=== EXTRACTED DATA ===

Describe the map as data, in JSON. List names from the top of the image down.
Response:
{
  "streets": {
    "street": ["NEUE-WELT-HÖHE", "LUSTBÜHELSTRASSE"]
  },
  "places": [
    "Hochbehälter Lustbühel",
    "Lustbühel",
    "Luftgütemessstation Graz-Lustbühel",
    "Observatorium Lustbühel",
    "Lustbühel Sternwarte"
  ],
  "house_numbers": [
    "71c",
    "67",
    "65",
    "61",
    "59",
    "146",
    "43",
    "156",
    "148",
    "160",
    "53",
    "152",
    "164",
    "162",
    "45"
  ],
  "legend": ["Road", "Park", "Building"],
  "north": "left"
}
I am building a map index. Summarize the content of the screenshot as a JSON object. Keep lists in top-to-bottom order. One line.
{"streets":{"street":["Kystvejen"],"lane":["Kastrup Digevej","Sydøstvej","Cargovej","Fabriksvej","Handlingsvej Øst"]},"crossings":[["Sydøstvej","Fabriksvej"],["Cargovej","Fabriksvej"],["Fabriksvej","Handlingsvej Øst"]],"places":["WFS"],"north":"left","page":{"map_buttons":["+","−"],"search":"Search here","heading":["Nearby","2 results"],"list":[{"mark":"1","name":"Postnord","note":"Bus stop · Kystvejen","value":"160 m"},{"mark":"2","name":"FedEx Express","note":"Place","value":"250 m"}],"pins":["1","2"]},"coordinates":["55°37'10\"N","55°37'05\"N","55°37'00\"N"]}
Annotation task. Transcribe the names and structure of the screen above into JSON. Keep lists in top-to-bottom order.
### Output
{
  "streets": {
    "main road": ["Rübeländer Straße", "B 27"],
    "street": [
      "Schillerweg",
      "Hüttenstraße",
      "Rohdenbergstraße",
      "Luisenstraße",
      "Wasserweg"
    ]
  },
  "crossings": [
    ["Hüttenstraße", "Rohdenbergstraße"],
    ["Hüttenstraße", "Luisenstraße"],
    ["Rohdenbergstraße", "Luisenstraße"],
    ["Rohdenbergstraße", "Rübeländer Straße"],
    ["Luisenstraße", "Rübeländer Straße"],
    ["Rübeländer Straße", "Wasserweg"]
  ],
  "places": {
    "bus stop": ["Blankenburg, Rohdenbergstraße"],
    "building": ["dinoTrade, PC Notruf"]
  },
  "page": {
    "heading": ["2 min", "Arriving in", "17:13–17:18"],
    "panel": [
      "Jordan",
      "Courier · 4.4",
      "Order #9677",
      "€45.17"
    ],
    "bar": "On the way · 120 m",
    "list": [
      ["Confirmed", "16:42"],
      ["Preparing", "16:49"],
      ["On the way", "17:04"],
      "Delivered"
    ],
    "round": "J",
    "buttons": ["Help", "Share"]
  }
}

===

__REQUIREMENT__: Please retype all of the records above exactly as they are.

__RESULT BELOW__:
Describe the map as data, in JSON. List names from the top of the image down.
Response:
{
  "streets": {
    "street": ["NEUE-WELT-HÖHE", "LUSTBÜHELSTRASSE"]
  },
  "places": [
    "Hochbehälter Lustbühel",
    "Lustbühel",
    "Luftgütemessstation Graz-Lustbühel",
    "Observatorium Lustbühel",
    "Lustbühel Sternwarte"
  ],
  "house_numbers": [
    "71c",
    "67",
    "65",
    "61",
    "59",
    "146",
    "43",
    "156",
    "148",
    "160",
    "53",
    "152",
    "164",
    "162",
    "45"
  ],
  "legend": ["Road", "Park", "Building"],
  "north": "left"
}
I am building a map index. Summarize the content of the screenshot as a JSON object. Keep lists in top-to-bottom order. One line.
{"streets":{"street":["Kystvejen"],"lane":["Kastrup Digevej","Sydøstvej","Cargovej","Fabriksvej","Handlingsvej Øst"]},"crossings":[["Sydøstvej","Fabriksvej"],["Cargovej","Fabriksvej"],["Fabriksvej","Handlingsvej Øst"]],"places":["WFS"],"north":"left","page":{"map_buttons":["+","−"],"search":"Search here","heading":["Nearby","2 results"],"list":[{"mark":"1","name":"Postnord","note":"Bus stop · Kystvejen","value":"160 m"},{"mark":"2","name":"FedEx Express","note":"Place","value":"250 m"}],"pins":["1","2"]},"coordinates":["55°37'10\"N","55°37'05\"N","55°37'00\"N"]}
Annotation task. Transcribe the names and structure of the screen above into JSON. Keep lists in top-to-bottom order.
### Output
{
  "streets": {
    "main road": ["Rübeländer Straße", "B 27"],
    "street": [
      "Schillerweg",
      "Hüttenstraße",
      "Rohdenbergstraße",
      "Luisenstraße",
      "Wasserweg"
    ]
  },
  "crossings": [
    ["Hüttenstraße", "Rohdenbergstraße"],
    ["Hüttenstraße", "Luisenstraße"],
    ["Rohdenbergstraße", "Luisenstraße"],
    ["Rohdenbergstraße", "Rübeländer Straße"],
    ["Luisenstraße", "Rübeländer Straße"],
    ["Rübeländer Straße", "Wasserweg"]
  ],
  "places": {
    "bus stop": ["Blankenburg, Rohdenbergstraße"],
    "building": ["dinoTrade, PC Notruf"]
  },
  "page": {
    "heading": ["2 min", "Arriving in", "17:13–17:18"],
    "panel": [
      "Jordan",
      "Courier · 4.4",
      "Order #9677",
      "€45.17"
    ],
    "bar": "On the way · 120 m",
    "list": [
      ["Confirmed", "16:42"],
      ["Preparing", "16:49"],
      ["On the way", "17:04"],
      "Delivered"
    ],
    "round": "J",
    "buttons": ["Help", "Share"]
  }
}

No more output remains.